Biasanya, sungkeman dilakukan pada acara-acara penting seperti pernikahan dan lebaran. Sungkeman bertujuan untuk meminta maaf atas kesalahan ucapan atau tindakan yang dilakukan agar dosa dan kesalahan dapat terhapus serta mengharapkan doa kebaikan dari orang yang dituakan.
Momen sungkeman saat lebaran merupakan bagian dari tradisi silaturahmi untuk saling memaafkan. Pada mulanya dikembangkan oleh kraton-kraton di Jawa. Menurut cerita, tradisi sungkeman sewaktu lebaran bermula dari Kasunanan Surakarta dan Puro Mangkunegaran.

Sungkeman dengan melibatkan kerabat, abdi dalem dan rakyat pernah dilakukan pada masa pemerintahan KGPAA Mangkunegara I (1757-1795). Setelah Shalat Idulfitri, Mangkunegara I berkumpul dan saling bermaafan. Diawali sungkeman para istri dan putra dalem dilanjutkan para kerabat, punggawa dan rakyat. Tradisi ini menggambarkan kedekatan raja dengan kerabat, punggawa dan rakyat.
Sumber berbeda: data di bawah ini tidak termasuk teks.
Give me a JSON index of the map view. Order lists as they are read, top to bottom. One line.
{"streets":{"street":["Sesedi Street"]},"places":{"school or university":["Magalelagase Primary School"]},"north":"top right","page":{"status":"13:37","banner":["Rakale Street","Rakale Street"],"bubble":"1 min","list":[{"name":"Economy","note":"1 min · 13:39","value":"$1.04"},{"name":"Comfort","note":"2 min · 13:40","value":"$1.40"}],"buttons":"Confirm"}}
Tradisi sungkeman juga dilaksanakan di lingkungan Kasunanan Surakarta, Kasultanan Yogyakarta dan Pakualaman. Bentuk dan pelaksanaannya sesuai ketentuan adat yang berlaku. Pihak- pihak yang terlibat harus mengenakan pakaian Jawa lengkap. Raja duduk di singgasana dan yang hadir duduk bersila, diawali dengan sembah kemudian sungkem sembari mengucapkan kalimat maaf yang sudah baku.